Task brief ->
Every line in the listing is to be echoed verbatim.

- - - - - - -

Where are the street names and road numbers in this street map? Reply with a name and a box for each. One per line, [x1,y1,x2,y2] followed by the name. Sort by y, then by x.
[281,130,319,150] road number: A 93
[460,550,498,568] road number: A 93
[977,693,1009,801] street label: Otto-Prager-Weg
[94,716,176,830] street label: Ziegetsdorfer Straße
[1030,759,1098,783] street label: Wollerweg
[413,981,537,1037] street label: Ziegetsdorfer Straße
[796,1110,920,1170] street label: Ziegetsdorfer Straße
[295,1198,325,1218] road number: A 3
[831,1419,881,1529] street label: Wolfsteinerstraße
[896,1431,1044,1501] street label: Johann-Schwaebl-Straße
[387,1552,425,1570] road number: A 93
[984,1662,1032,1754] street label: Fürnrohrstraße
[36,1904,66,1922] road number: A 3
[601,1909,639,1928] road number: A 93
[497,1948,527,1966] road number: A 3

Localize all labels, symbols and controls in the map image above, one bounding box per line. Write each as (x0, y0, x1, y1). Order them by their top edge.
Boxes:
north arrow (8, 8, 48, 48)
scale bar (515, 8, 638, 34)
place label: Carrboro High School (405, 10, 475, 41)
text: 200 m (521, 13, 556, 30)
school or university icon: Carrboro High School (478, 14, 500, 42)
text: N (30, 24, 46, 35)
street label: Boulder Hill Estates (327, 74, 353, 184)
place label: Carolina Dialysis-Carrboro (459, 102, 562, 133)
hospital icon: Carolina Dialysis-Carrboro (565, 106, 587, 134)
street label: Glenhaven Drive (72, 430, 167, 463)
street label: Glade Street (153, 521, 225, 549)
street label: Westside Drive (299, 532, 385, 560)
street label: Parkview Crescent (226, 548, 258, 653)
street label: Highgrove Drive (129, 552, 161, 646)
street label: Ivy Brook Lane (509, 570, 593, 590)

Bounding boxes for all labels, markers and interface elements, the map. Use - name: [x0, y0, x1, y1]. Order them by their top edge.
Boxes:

- - - - - - -

Exercise solution ->
Where are the street names and road numbers in this street map? Reply with a name and a box for each. One per line, [x1,y1,x2,y2] followed by the name. Sort by y, then by x.
[281,130,319,150] road number: A 93
[460,550,498,568] road number: A 93
[977,693,1009,801] street label: Otto-Prager-Weg
[94,716,176,830] street label: Ziegetsdorfer Straße
[1030,759,1098,783] street label: Wollerweg
[413,981,537,1037] street label: Ziegetsdorfer Straße
[796,1110,920,1170] street label: Ziegetsdorfer Straße
[295,1198,325,1218] road number: A 3
[831,1419,881,1529] street label: Wolfsteinerstraße
[896,1431,1044,1501] street label: Johann-Schwaebl-Straße
[387,1552,425,1570] road number: A 93
[984,1662,1032,1754] street label: Fürnrohrstraße
[36,1904,66,1922] road number: A 3
[601,1909,639,1928] road number: A 93
[497,1948,527,1966] road number: A 3

Localize all labels, symbols and controls in the map image above, one bounding box per line. Write each as (x0, y0, x1, y1). Order them by their top edge.
Boxes:
north arrow (8, 8, 48, 48)
scale bar (515, 8, 638, 34)
place label: Carrboro High School (405, 10, 475, 41)
text: 200 m (521, 13, 556, 30)
school or university icon: Carrboro High School (478, 14, 500, 42)
text: N (30, 24, 46, 35)
street label: Boulder Hill Estates (327, 74, 353, 184)
place label: Carolina Dialysis-Carrboro (459, 102, 562, 133)
hospital icon: Carolina Dialysis-Carrboro (565, 106, 587, 134)
street label: Glenhaven Drive (72, 430, 167, 463)
street label: Glade Street (153, 521, 225, 549)
street label: Westside Drive (299, 532, 385, 560)
street label: Parkview Crescent (226, 548, 258, 653)
street label: Highgrove Drive (129, 552, 161, 646)
street label: Ivy Brook Lane (509, 570, 593, 590)

Bounding boxes for all labels, markers and interface elements, the map. Use - name: [x0, y0, x1, y1]. Order them by their top edge.
Boxes:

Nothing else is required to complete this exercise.